When I sprang to answer the telephone last night, I chirped brightly into the receiver our son's nickname. The voice that responded, shrill and sounding confused definitely wasn't that of our son. This was the day of the week and the time of night he regularly calls us. Just goes to show you that habit on occasion comes hard up against coincidence.
I became confused myself, and perhaps my voice sounded shrilly perturbed to the one at the other end. Who tried again, somewhat garbled, I felt, asking whether I was me. Sure enough I was, and so the other voice, sounding relief, identified herself. My dear old childhood friend, none other. Whom when we saw one another two years ago in the flesh after a fifty-year absence (out of sight out of mind) looked exactly as she did when we were young girls. There were three of us together on that occasion, recalling old times.
A little more creased, as do we all appear, a trifle more weighty, but ebullient as I always knew them to be. Despite all the setbacks and sorrows that life has thrown at both, obviously mitigated somewhat by the good things they have also lived with.
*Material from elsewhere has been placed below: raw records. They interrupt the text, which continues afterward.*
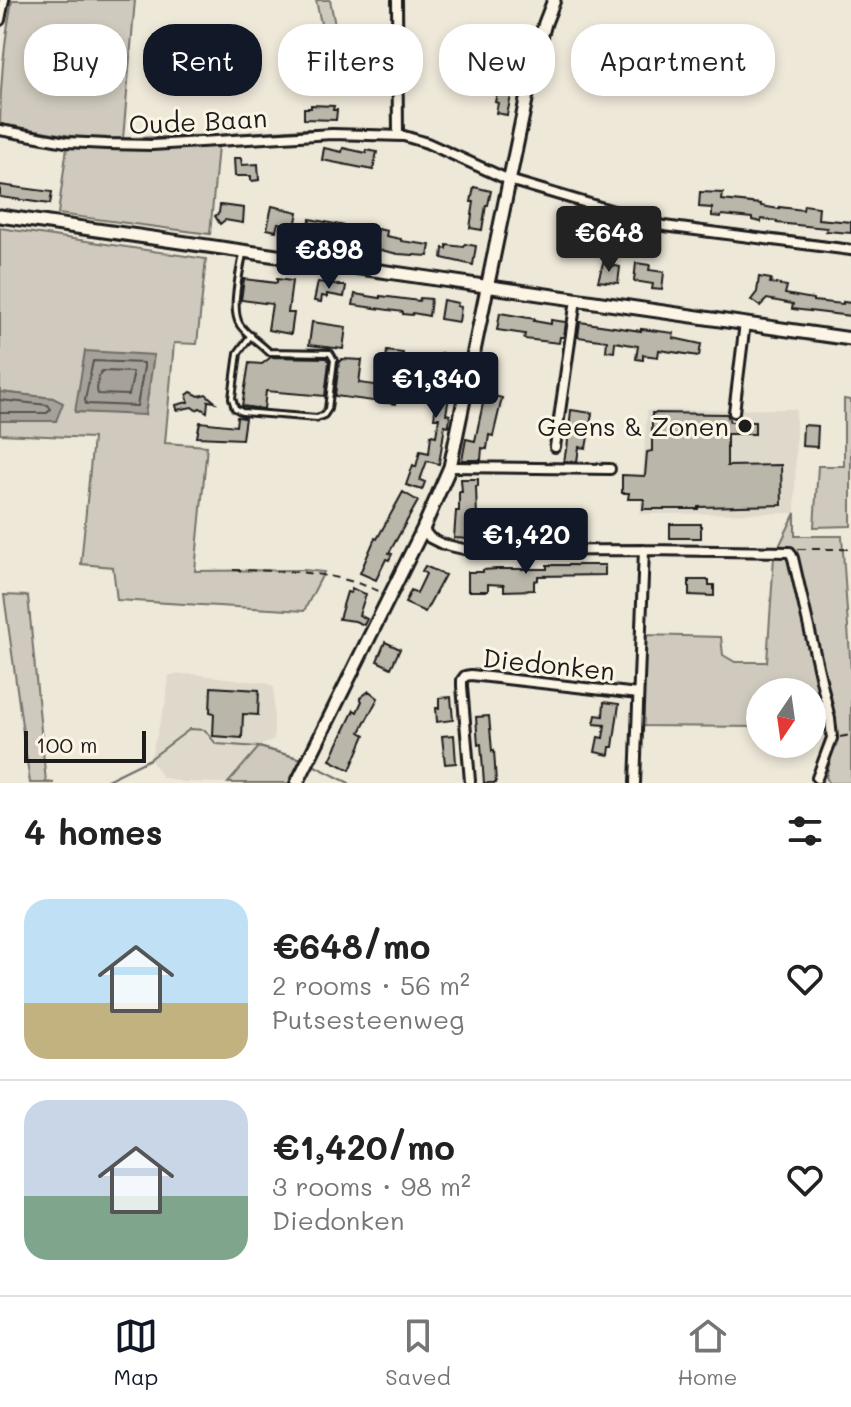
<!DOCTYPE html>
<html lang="en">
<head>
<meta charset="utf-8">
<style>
  :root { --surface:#fff; --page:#f6f6f6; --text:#222; --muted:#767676; --line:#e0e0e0; --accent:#111827 }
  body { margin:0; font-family:Mali,sans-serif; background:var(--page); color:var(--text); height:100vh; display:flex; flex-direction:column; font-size:30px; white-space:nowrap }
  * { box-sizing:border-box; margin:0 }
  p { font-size:26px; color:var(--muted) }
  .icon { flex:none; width:44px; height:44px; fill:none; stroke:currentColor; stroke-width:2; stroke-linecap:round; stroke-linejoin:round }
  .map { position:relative; height:783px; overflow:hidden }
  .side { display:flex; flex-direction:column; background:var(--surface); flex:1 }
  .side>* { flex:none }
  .hud { position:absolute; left:24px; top:24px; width:804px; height:72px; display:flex; gap:16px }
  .needle { width:52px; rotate:193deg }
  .tools { position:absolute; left:746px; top:678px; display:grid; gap:16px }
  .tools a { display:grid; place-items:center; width:80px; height:80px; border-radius:50%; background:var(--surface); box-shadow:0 4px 12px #0003; font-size:40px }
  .scale { position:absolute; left:24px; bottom:20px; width:122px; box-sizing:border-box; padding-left:8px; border:4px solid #1c1c1c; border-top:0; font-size:22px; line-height:28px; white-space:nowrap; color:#1c1c1c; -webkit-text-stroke:6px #fcf5e5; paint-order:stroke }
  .price { position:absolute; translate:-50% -68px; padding:0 18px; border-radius:8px; background:var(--accent); color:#fff; font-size:26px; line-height:52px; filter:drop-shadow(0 2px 4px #0008) }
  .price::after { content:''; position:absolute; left:50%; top:48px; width:24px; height:18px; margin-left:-12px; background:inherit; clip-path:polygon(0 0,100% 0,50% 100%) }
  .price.current { background:#222; color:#fff }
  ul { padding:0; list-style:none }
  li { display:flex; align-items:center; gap:24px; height:200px; padding:0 24px }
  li+li { border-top:2px solid var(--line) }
  li span { display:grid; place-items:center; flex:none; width:224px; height:160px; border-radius:24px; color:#555 }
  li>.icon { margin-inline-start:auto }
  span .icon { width:96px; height:96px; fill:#fffc; stroke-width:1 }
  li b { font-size:34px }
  h2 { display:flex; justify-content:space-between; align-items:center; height:96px; padding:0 24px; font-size:34px }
  .tag { padding:0 28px; border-radius:32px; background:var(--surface); box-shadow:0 4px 12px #0003; font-size:28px; line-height:72px }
  .tag.current { background:var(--accent); color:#fff }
  .tabs { display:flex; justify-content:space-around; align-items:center; height:112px; border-top:2px solid var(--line); background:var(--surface); font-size:22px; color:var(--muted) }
  .tabs a { display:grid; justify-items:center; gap:4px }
  .tabs .current { color:var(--accent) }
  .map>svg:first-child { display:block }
  .built { fill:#ded9cb }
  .green { fill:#cfcabd; stroke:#76736c; stroke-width:2 }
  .water { fill:#a7a299; stroke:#6f6c67; stroke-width:2 }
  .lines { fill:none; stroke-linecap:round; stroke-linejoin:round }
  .shore { stroke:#54524e; stroke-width:2 }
  .stream { stroke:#6f6c67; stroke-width:2 }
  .building { fill:#bab6aa; stroke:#1c1c1c; stroke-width:2 }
  .lane-casing { stroke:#1c1c1c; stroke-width:10 }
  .street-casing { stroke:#1c1c1c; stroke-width:14 }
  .secondary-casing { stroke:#1c1c1c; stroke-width:17 }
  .path { stroke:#1c1c1c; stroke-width:2; stroke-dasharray:8 6; stroke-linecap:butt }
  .lane { stroke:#fcf5e5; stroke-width:4 }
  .street { stroke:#fcf5e5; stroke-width:8 }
  .secondary { stroke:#fcf5e5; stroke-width:11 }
  .poi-dot { fill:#1c1c1c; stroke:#fcf5e5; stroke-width:3 }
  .labels { text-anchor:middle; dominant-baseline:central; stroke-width:6; stroke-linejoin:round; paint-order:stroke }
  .street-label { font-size:26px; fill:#1c1c1c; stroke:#fcf5e5 }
  .poi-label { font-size:26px; fill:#1c1c1c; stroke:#fcf5e5; text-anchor:end }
</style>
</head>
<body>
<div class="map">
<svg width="851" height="783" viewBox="0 0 851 783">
  <rect width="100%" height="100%" fill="#eee8d9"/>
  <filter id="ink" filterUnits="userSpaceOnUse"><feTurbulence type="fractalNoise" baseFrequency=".0125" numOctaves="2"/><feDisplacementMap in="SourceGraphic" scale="16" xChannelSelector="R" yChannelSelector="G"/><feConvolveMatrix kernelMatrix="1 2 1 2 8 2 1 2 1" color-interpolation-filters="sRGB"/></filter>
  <g filter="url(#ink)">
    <!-- built -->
    <path class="built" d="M 796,409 L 795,513 L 640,514 L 647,410 Z
      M 193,674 L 267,683 L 274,688 L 274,739 L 259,747 L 228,783 L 183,782 L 162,777 L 150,759 L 166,701 L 169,675 Z"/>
    <!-- green -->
    <path class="green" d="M 12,0 L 135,0 L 123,139 L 75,140 L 0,126 C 0,83 4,42 12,0 Z
      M 316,0 L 330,0 L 336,30 L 392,26 L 393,73 L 357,72 L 356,44 L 325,43 Z
      M 218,146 L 210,234 L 58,214 L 67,147 Z
      M 0,228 L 206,259 L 197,344 L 174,343 L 165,443 L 207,446 L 195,571 L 304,570 L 324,572 L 304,611 L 117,600 L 113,567 L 81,564 L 93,438 L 0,434 L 0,421 L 56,421 L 53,398 L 0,392 Z
      M 844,399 L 851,400 L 851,526 L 814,527 L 818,466 L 844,466 Z
      M 795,513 L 795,536 L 842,536 L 851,672 L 851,783 L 829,783 L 826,777 L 837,736 L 819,728 L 812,728 L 812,692 L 760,692 L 760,727 L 640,726 L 644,635 L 721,637 L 723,655 L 735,662 L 767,662 L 774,557 Z
      M 4,595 L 28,596 L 46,782 L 54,783 L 30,783 Z
      M 259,747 L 302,759 L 290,783 L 228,783 Z"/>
    <!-- water -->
    <path class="water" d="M 85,351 L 154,355 L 145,415 L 75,412 Z
      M 0,392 L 53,398 L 63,403 L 56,421 L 0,421 Z"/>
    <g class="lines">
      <!-- shore -->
      <path class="shore" d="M 93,361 L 144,363 L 144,367 L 137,406 L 86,404 L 85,400 Z
        M 102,371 L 132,372 L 133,376 L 129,395 L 98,394 C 96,389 98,375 102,371 Z
        M 0,400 L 48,405 L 51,409 L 47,413 L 0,413"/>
      <!-- stream -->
      <path class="stream" d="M 0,124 L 77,137 L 103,139 L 218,135 L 304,129 L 393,131
        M 406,132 L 451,148 L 485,165
        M 658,220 L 851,244
        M 315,766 L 349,783
        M 101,783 L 150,759 L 190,729 L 205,730 L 216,744 L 259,747 L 302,759"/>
    </g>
    <!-- building -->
    <path class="building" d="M 498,88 L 512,91 L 507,115 L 496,113 L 498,103 L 495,102 Z
      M 311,105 L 334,106 L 333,110 L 337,110 L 336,120 L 304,119 L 304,108 L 311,108 Z
      M 324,148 L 342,152 L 343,148 L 366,153 L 366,150 L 377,152 L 373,170 L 322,160 Z
      M 234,158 L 241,158 L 242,165 L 258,164 L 259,180 L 251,181 L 251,176 L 235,176 Z
      M 0,185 L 52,192 L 50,204 L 0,197 Z
      M 474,187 L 491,191 L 488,205 L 486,205 L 482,230 L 470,228 L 474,202 L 471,202 Z
      M 700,192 L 723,193 L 722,200 L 761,204 L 761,206 L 779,209 L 779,207 L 803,210 L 804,205 L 819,207 L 818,219 L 851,222 L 851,233 L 826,231 L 827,228 L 777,223 L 777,221 L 762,219 L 761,222 L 752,220 L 752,218 L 722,215 L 721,217 L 712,216 L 712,208 L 699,207 Z
      M 220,205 L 244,208 L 243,223 L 225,220 L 220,224 L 215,216 L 219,213 Z
      M 272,206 L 298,212 L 295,227 L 278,223 L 276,231 L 267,229 Z
      M 310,219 L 345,226 L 343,233 L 376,238 L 378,229 L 387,231 L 386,236 L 401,239 L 401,241 L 430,245 L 428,256 L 398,254 L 367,247 L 366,249 L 307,237 Z
      M 465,244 L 476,246 L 473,265 L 442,258 L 443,248 L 447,249 L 447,245 L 464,247 Z
      M 603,263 L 620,267 L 618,283 L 598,281 Z
      M 636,263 L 650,265 L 649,270 L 664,272 L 662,290 L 652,289 L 653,284 L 634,281 Z
      M 759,277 L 771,279 L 770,283 L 787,286 L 785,294 L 813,299 L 813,301 L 843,304 L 843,302 L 851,303 L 851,316 L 792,309 L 793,304 L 767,299 L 760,306 L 751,300 L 757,292 Z
      M 244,279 L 277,283 L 277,279 L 292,281 L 288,313 L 294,313 L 291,334 L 268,330 L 272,304 L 241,300 Z
      M 318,282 L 346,286 L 344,297 L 327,294 L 327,297 L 322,296 L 321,302 L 314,301 Z
      M 355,294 L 380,298 L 380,296 L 419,301 L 420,298 L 431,299 L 429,316 L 413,313 L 412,315 L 403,314 L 403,312 L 353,305 Z
      M 443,300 L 458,303 L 457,306 L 461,307 L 459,322 L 440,319 Z
      M 500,313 L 535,319 L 534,321 L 551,324 L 551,320 L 566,322 L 564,337 L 560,337 L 559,343 L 542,341 L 524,339 L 525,334 L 497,330 Z
      M 312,322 L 346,327 L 343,349 L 309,345 Z
      M 580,322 L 641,331 L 641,329 L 674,333 L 673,338 L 701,344 L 699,356 L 659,350 L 658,357 L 643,355 L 643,360 L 636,359 L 638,346 L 615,342 L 614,352 L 606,351 L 607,341 L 578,337 Z
      M 387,351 L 403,353 L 395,404 L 335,396 L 339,362 L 342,359 L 362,360 L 359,383 L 382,386 Z
      M 441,353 L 459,357 L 456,370 L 454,369 L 446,414 L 450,415 L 449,426 L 445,425 L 439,464 L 427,461 L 420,480 L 425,482 L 422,490 L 406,485 L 413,465 L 416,467 L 420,451 L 429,453 L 431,435 L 436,436 L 439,418 L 434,418 L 436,403 L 427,401 L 429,390 L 438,392 L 443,367 L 439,366 Z
      M 271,357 L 326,358 L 329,362 L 325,396 L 266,391 L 264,409 L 242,406 L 249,363 L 262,364 Z
      M 191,392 L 199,396 L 206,394 L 215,402 L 208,401 L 207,412 L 200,408 L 196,410 L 192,407 L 177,410 L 176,405 L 188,402 L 187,395 Z
      M 485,394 L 502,398 L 493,436 L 489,435 L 487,449 L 482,448 L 481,460 L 462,460 L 466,439 L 475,441 Z
      M 571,410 L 592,413 L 590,426 L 586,448 L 579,447 L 577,462 L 564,461 L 566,450 L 567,450 Z
      M 652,413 L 727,414 L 730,422 L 755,422 L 755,434 L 727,434 L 727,466 L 781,465 L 782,505 L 698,507 L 698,509 L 643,509 L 644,499 L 628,499 L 629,493 L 622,493 L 622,475 L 645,476 L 647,452 L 652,451 Z
      M 237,417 L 245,418 L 242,439 L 197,437 L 200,422 L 236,426 Z
      M 803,425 L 818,426 L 817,447 L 802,446 Z
      M 461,479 L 478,479 L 478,486 L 476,486 L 477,518 L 474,518 L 473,530 L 470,530 L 469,539 L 454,538 L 456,511 L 459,511 L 459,492 L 462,492 Z
      M 403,492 L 418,501 L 389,553 L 392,554 L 389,560 L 386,559 L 376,580 L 360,573 L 375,538 L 377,539 Z
      M 533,515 L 548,515 L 548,524 L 571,524 L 571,536 L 490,537 L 490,524 L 510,523 L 510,519 L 533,519 Z
      M 670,524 L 701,524 L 701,538 L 670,538 Z
      M 547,565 L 605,565 L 605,575 L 538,576 L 538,580 L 534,581 L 534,590 L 504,591 L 504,585 L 488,584 L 488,591 L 468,591 L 468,572 L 483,572 L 483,570 L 497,569 L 547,569 Z
      M 425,566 L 445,575 L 425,612 L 405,603 L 411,590 L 417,593 L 426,574 L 422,571 Z
      M 689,580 L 709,580 L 709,585 L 714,585 L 714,596 L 689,595 Z
      M 352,589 L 366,594 L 359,615 L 367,619 L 364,625 L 355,621 L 339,619 L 347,592 L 351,593 Z
      M 385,642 L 400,649 L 391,668 L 377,661 Z
      M 211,687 L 259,690 L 258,715 L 243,714 L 242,738 L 213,736 L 214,713 L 210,712 Z
      M 369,691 L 378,698 L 360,732 L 365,735 L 350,770 L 330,760 L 354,710 L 357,712 L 362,701 L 360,698 Z
      M 451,697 L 453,720 L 437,722 L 436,708 L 439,708 L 439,698 Z
      M 604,702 L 619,704 L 613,747 L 610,747 L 609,755 L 595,752 L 598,737 L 603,738 L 605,725 L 594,724 L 596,715 L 603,716 Z
      M 489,716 L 492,751 L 494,750 L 496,783 L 484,783 L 481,744 L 478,745 L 476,717 Z
      M 454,735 L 456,763 L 445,764 L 442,736 Z"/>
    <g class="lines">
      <!-- lane casing -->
      <g class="lane-casing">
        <path id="lane" d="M 243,254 C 240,272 230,310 240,325 C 247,335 260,343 269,352 L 330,353 L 334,360 L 328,409 L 324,415 L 317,418 L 242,412 L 235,408 L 232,398 L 238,353 L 251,335"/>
      </g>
      <!-- street casing -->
      <g class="street-casing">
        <path id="street" d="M 397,0 L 398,136
          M 0,20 L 4,0
          M 0,130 L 66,142 L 107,144 L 152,145 L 332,134 L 404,136 L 427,143 L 509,180 L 664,226 L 851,250
          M 734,412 L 745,323
          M 555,447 L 576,299
          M 450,467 L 610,469
          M 423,529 L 430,538 L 442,544 L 472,551 L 644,550 L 790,552 L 793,558 L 830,719 L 832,738 L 817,778
          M 470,781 L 462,686 L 462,680 L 465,676 L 471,675 L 638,694
          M 635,783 L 644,550"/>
      </g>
      <!-- secondary casing -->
      <g class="secondary-casing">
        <path id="secondary" d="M 0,216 L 851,339
          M 297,783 L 423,529 L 450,467 L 532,71 L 545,23 L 554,0"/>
      </g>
      <!-- path -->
      <path class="path" d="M 798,549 L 851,549
        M 233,570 C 286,571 331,570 381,592
        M 840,737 L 851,735"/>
      <!-- lane -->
      <use href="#lane" class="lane"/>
      <!-- street -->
      <use href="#street" class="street"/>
      <!-- secondary -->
      <use href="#secondary" class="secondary"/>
    </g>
  </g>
  <!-- markers -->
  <circle class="poi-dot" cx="745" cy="426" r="8"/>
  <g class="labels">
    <!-- street labels -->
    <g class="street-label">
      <text transform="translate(198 121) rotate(-3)">Oude Baan</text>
      <text transform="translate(549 664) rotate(6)">Diedonken</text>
    </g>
    <!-- poi labels -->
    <g class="poi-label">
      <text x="729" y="426">Geens &amp; Zonen</text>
    </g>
  </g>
</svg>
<div class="tools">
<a><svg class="needle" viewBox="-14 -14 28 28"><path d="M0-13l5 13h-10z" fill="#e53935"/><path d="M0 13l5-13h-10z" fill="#767676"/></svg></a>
</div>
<div class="scale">100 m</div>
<b class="price current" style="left:609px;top:274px">€648</b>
<b class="price" style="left:329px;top:291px">€898</b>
<b class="price" style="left:436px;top:420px">€1,340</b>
<b class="price" style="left:526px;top:576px">€1,420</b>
<div class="hud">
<a class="tag">Buy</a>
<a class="tag current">Rent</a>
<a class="tag">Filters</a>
<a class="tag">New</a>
<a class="tag">Apartment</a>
</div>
</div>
<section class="side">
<h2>4 homes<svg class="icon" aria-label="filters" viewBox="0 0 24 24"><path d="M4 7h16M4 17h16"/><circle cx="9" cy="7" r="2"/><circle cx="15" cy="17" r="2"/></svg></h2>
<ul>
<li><span style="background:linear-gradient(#bfe0f5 65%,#c2b280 0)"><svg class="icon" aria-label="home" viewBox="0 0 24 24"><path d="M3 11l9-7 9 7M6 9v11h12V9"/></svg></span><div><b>€648/mo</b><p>2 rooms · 56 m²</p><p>Putsesteenweg</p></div><svg class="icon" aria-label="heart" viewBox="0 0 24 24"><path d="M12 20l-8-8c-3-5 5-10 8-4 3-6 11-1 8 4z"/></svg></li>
<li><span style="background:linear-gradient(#c9d6e8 60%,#7fa58c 0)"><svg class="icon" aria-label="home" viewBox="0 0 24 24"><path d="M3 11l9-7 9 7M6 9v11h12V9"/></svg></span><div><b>€1,420/mo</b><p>3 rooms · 98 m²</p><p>Diedonken</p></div><svg class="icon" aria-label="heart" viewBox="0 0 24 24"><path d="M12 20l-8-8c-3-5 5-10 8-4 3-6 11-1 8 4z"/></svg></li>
</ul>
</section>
<nav class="tabs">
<a class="current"><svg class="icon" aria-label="map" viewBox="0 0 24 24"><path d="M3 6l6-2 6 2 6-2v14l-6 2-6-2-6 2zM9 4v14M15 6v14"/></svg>Map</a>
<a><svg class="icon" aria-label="saved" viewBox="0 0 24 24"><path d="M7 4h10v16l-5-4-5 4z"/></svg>Saved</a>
<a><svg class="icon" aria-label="home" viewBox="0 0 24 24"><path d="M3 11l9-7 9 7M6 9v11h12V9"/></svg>Home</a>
</nav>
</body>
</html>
We'd been in email conversation with one another for years, but that was the first time we had returned to Toronto in ages, and arranged to meet.
She was calling to ask after my husband, who was one of her friends just as I was, when we were all in our mid-teens. It was her impression that he was bed-ridden, having endured the mind-bending surgery of having a heart valve replaced along with a double bypass. No, I said to her, he is recovering, he is ambling about nicely, he is driving, with no problem, and he is anxious to return to his former state of physical fitness.
She was both mystified and concerned. He is? she asked doubtfully, unprepared to accept that my response wasn't ironic, but I assured her he was fine. She, on the other hand, several months earlier underwent hip replacement surgery. She's not so fine, she told me mournfully. Hasn't been bothering with physio exercises, and uses a walker. Presumably, she sold her car, something she was musing about doing a year ago but I didn't mention it, a sore point.
She'd had shoulder surgery years ago and took quite a long while to rehabilitate from that. At her age of 80 she wasn't in outstandingly good physical shape to begin with. This sounds like a steady downward spiral, a decline that she will be unable to challenge because the spirit to do so is simply not there. This is why it was so difficult for her to understand that someone else who had undergone a far more complex and serious operation was steadily improving, post-surgery.
And she was not. Anyone can urge someone they care about to work harder at rehabilitation, but if the will is lacking on the part of the person themselves, it's a sad cause.